助理把她帶到顧雋的獨立化妝間,裡面只有造型師和化妝師。
化妝間不大,是特意為了給主演化妝隔出來的樣板間,落萏挑眉發現都是熟人,沒有拘謹,隨便找個位置坐下,倒是省得。她找地方了:“你找我,有事?”
顧雋看她跟回自己家一樣,無奈道:“你遲到了,知不知道?”
落萏心虛之餘,不忘頂嘴:“又沒開拍。”
造型師在給顧雋做髮型,他除了不能動之外,其他都是自由的。
“你信不信我告訴製片,扣你工資。”
落萏舔唇知道他在開玩笑,從包裡拿出陸澤洛給她打包的早餐:“沒事,姐不差那點錢,還來只是想對作品負責而已。”
此話一出,在場的工作人員都哽了一下。
顧雋透過化妝鏡,能看到她小動作,無奈笑道:“你都知道買早餐,怎麼還能遲到?”
“要你管。”她想開了,打不過就加入。她就把顧雋當偶像當朋友處,總不能真把關係搞僵。

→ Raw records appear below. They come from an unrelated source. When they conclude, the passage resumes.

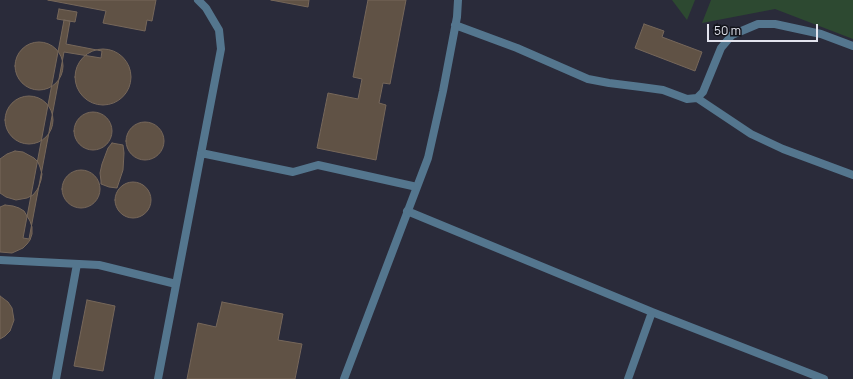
<!DOCTYPE html>
<html>
<head>
<meta charset="utf-8">
<style>
  body { margin:0 }
  #map { position:relative; width:853px; height:379px; overflow:hidden; background:#2a2b3a; font-family:Manrope,sans-serif }
  canvas { display:block }
  .scale { position:absolute; left:707px; top:24px; width:111px; height:18px; box-sizing:border-box; border:2px solid #e3e4ee; border-top:0; padding-left:5px; font-size:12px; line-height:14px; white-space:nowrap; color:#e3e4ee; -webkit-text-stroke:3px #13141b; paint-order:stroke }
</style>
</head>
<body>
<div id="map">
<canvas width="853" height="379"></canvas>
<div class="scale">50 m</div>
</div>
<script>
const g = document.querySelector('canvas').getContext('2d');
g.lineJoin = 'round';
function fill(path, color) { g.fillStyle = color; g.fill(path, 'evenodd'); }
const poly = rows => new Path2D(rows.map(r => 'M' + r).join(''));
function strokePath(path, color, width, dash) { g.strokeStyle = color; g.lineWidth = width; g.lineCap = dash ? 'butt' : 'round'; g.setLineDash(dash || []); g.stroke(path); }
const green = poly([
  [672,0,695,0,687,20],
  [711,0,853,0,853,39,775,9,702,23]
]);
const building = poly([
  [48,0,156,0,152,21,147,20,145,31,103,23,106,11,48,0],
  [271,0,309,0,308,7,271,0],
  [368,0,406,0,390,84,383,83,379,103,386,105,376,160,317,148,328,93,358,99,362,79,353,77,368,0],
  [59,9,77,12,75,22,57,19,59,9],
  [64,20,70,21,66,44,102,51,101,58,64,52,29,239,23,238,64,20],
  [644,24,664,31,662,37,702,52,695,71,635,48,644,24],
  '15 66a24 24 0 1 1 48 0a24 24 0 1 1-48 0Z',
  '75 77a28 28 0 1 1 56 0a28 28 0 1 1-56 0Z',
  '5 120a24 24 0 1 1 48 0a24 24 0 1 1-48 0Z',
  '74 131a19 19 0 1 1 38 0a19 19 0 1 1-38 0Z',
  '126 141a19 19 0 1 1 38 0a19 19 0 1 1-38 0Z',
  [112,143,123,145,124,153,123,170,117,188,109,187,101,184,101,181,100,173,102,164,108,148,112,143],
  [15,151,23,152,34,158,38,162,40,167,42,174,41,180,39,186,37,190,33,195,27,198,16,200,6,197,0,193,0,159,7,154,15,151],
  '62 189a19 19 0 1 1 38 0a19 19 0 1 1-38 0Z',
  '115 200a18 18 0 1 1 36 0a18 18 0 1 1-36 0Z',
  [5,205,13,206,19,208,24,211,30,221,32,227,32,234,30,240,27,244,23,248,12,253,0,252,0,207,5,205],
  [0,296,8,302,12,308,14,320,10,331,5,336,0,339,0,296],
  [87,300,115,306,103,371,74,366,87,300],
  [222,302,283,314,278,340,302,344,295,379,187,379,198,323,216,327,222,302]
]);
const lane = poly([
  [455,25,517,48,588,79,609,83,641,87,663,90,687,99,697,98,703,92,721,48,732,35,758,24,775,24,821,34,853,46],
  [697,98,751,134,783,149,853,175],
  [201,153,293,172,318,165,417,187],
  [407,211,652,312],
  [0,260,99,265,176,284],
  [56,379,77,264],
  [158,379,221,49,219,30,206,8,198,0],
  [344,379,428,158,443,91,457,17,458,0],
  [628,379,652,312,824,379]
]);
fill(green, '#2d4931');
fill(building, '#605245');
strokePath(building, '#76675a', 1);
strokePath(lane, '#54768e', 8);
</script>
</body>
</html>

落萏看了一眼袋子裡面有甚麼,一個保溫杯和一個方形三明治,被斜著切成兩個,看著料挺紮實。
保溫杯的外壁上還泛著的水汽,落萏舔了舔唇,也是夠可以的保溫杯放冰箱裡,她開啟蓋子,一股濃郁的豆漿香氣瞬間瀰漫在整個化妝間裡。
“你挺有興致,早上還打豆漿?”顧雋翻著劇本,本來不想管她了,聞到這個味道忍不住揶揄。
保溫杯口還飄著淡淡的白煙,落萏嘴角抽了抽,甚至有那麼點負罪感,她真佩服陸澤洛的自控力。
他雖然在等她的時候會休息,但也確實跟她一起熬到三點多,早上還起來折騰這些,她是真服了。
“是八月先生做的。”她回,無以為報,只能全部吃完。
顧雋嘴角一扯:“他還挺賢惠。”
造型師做完造型和化妝師一對眼,兩人立馬心領神會和顧雋說了一聲,一起往外走,助理識相地在外面守著。
落萏拿了個三明治出來,坐在椅子上:“我也這麼覺得。”
顧雋做好造型,獲得了自由,走到落萏這邊看到她手裡握著的三明治和一邊的保溫杯隨口問道:“他沒工作?”
“有啊。”落萏一直留意著,沒聽到手機響,估計陸澤洛在忙,“之前那個非遺年畫,就是在他師父的工作室做的。”
“嗯?我給他做了嫁衣?”
“話不能這麼說,宣傳中華優秀傳統文化,是每個中國人應盡的責任。”落萏狠狠咬了一口手裡的三明治,整個精神都滿足了。
“所以,你是不是該感謝我?”
“不是說了,帶你去做年畫?”她想起陸澤洛說要請顧雋吃飯的事,吞了嘴裡的東西順嘴問,“八月先生說想請你吃飯,你去嗎?”
顧雋聞言,表情有些古怪:“你確定他是想請我吃飯?不是想毒死我。”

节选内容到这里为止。